Tee Bob’s father Robert did not attempt to explain it to Tee Bob because he believed that these things didn’t need to be explained as they are clear and one day he will eventually understand it. “Robert thought he didn’t have to tell Tee Bob about these things. They was part of life, like the sun and the rain was part of life, and Tee Bob would learn them for himself when he got older” (Gaines, 154).

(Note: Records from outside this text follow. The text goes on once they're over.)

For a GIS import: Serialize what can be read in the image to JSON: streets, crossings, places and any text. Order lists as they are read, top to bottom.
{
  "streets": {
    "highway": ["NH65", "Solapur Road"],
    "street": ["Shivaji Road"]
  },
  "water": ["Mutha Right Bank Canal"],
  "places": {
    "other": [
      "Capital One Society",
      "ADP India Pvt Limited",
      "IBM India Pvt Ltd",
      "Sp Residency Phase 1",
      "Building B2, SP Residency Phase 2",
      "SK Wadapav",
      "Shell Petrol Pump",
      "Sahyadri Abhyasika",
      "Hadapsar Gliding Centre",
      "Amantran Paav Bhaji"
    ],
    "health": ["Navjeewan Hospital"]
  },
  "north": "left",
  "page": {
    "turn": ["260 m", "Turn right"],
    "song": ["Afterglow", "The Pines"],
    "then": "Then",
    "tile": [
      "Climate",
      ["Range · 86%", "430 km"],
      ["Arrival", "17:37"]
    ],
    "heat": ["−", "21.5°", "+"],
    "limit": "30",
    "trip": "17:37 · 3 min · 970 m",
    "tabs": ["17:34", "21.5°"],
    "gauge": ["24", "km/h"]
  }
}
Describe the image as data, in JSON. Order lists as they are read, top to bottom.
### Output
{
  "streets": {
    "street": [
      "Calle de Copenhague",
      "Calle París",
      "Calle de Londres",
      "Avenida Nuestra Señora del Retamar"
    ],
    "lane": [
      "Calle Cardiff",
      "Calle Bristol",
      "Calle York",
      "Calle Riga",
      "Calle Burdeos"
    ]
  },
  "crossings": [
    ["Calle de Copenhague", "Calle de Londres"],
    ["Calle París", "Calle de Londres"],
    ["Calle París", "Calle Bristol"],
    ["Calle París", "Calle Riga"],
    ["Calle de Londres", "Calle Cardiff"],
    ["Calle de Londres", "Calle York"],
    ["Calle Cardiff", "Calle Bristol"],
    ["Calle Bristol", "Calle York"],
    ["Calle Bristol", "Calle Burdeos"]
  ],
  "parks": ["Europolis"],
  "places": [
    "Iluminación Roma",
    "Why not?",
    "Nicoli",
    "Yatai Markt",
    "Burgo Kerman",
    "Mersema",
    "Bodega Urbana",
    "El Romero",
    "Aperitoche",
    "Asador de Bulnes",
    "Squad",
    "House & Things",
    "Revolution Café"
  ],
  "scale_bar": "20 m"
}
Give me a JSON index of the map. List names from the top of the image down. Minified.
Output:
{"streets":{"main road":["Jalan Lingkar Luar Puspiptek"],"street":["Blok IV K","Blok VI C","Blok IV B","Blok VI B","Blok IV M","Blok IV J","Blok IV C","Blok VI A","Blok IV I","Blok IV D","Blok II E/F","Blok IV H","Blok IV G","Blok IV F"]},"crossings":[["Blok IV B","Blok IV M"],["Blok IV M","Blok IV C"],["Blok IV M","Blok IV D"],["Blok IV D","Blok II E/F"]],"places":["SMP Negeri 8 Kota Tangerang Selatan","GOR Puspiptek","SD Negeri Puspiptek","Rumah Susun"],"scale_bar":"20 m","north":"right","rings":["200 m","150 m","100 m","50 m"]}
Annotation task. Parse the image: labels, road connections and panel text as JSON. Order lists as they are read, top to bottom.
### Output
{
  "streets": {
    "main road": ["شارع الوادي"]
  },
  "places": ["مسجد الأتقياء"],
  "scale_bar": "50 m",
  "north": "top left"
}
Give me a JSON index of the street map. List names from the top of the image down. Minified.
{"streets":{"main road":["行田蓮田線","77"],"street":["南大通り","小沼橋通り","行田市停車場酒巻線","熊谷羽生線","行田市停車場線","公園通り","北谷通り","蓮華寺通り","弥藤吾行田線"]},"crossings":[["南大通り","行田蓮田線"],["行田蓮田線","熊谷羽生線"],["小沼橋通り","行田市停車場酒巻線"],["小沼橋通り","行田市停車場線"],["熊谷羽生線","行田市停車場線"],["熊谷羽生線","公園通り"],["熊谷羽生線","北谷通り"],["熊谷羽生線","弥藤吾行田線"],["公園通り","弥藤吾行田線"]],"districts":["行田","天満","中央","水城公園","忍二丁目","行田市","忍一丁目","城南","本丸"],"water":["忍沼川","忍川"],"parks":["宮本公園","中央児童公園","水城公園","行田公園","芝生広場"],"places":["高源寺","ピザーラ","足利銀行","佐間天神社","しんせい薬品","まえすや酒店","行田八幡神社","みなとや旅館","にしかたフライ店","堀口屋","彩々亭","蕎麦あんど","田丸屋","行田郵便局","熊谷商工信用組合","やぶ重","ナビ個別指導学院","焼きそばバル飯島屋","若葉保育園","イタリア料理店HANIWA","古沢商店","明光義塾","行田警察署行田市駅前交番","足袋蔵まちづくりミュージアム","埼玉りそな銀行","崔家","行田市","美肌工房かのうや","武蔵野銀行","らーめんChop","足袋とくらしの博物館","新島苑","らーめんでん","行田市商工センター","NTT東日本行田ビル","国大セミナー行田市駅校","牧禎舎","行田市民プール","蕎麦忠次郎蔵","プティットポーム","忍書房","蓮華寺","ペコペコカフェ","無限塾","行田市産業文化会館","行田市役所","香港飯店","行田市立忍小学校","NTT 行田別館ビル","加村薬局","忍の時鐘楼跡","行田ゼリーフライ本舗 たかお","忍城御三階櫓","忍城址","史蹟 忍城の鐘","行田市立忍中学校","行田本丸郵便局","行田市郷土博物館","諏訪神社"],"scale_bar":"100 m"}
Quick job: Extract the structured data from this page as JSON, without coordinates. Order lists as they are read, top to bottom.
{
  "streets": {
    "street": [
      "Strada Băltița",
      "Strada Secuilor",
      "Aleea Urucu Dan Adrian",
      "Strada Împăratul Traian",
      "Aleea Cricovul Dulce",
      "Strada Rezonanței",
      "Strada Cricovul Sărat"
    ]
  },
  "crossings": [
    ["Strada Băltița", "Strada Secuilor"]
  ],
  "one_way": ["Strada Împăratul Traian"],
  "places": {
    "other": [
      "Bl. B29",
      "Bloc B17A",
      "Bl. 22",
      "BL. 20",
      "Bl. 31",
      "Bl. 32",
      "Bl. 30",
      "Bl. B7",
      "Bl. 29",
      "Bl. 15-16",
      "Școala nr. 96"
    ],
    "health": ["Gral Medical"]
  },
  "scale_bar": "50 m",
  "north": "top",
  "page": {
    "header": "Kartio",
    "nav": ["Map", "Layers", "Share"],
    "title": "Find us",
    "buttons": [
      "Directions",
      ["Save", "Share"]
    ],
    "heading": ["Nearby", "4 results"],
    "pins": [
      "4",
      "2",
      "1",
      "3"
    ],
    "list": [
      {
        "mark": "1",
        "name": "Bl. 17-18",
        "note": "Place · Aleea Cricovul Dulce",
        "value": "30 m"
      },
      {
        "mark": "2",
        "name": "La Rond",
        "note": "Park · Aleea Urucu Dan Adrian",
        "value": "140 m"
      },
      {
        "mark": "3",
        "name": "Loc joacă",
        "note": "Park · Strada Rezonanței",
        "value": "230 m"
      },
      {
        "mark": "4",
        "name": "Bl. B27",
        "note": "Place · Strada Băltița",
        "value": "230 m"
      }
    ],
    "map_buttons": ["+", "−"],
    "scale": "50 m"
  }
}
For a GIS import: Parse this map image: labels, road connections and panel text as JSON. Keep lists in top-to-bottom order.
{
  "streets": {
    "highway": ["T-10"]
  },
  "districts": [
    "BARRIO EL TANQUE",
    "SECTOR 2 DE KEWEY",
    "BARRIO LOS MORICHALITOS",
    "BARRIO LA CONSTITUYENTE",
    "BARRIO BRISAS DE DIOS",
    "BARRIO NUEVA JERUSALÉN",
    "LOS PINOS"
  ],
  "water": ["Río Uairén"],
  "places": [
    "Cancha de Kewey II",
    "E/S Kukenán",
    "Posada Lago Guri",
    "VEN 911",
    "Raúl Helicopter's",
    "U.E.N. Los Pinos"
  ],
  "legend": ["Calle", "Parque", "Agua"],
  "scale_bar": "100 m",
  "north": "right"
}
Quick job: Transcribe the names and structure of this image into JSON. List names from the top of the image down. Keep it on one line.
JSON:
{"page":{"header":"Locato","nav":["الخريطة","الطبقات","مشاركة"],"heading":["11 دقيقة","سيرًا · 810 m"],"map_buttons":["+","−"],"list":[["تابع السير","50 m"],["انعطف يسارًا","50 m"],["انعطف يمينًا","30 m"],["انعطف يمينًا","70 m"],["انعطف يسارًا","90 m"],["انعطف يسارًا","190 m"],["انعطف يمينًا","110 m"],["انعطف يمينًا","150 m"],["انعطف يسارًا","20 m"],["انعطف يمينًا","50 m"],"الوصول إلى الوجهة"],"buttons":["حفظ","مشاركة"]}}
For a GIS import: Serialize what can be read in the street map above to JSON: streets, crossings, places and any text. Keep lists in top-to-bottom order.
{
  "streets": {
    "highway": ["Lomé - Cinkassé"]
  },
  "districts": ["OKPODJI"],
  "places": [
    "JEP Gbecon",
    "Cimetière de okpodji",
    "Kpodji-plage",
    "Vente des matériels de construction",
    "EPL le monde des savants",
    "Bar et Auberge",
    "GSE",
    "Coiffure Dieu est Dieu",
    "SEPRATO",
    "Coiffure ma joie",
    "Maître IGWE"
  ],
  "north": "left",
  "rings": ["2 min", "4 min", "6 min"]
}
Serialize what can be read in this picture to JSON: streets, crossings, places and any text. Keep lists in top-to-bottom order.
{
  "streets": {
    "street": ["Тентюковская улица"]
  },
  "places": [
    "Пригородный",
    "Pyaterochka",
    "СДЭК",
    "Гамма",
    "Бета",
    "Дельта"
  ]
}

Tee Bob kills himself with these repeated generational teachings haunting him. He starts to hear the teachings being historically passed down from his grandfather talking to his father and then his uncle to Jimmy Caya’s being fresh in his ear. The repeating of these rules proves the main conflict of this passage which is the overcoming of the past because the historical institution of slavery. Everything that surrounds him reminds him of the historical past, reminding him of the reasoning of the rules that are set in place. “Now he tried to forget what he had seen on the floor back there. But nothing in that library was go’n let him ever forget” (Gaines, 250). “Too many books on slavery in that room, too many books on history in there” (Gaines, 250). The history and slavery books that surround Tee Bob in that library draws upon the impossible escaping of the effects of history and slavery.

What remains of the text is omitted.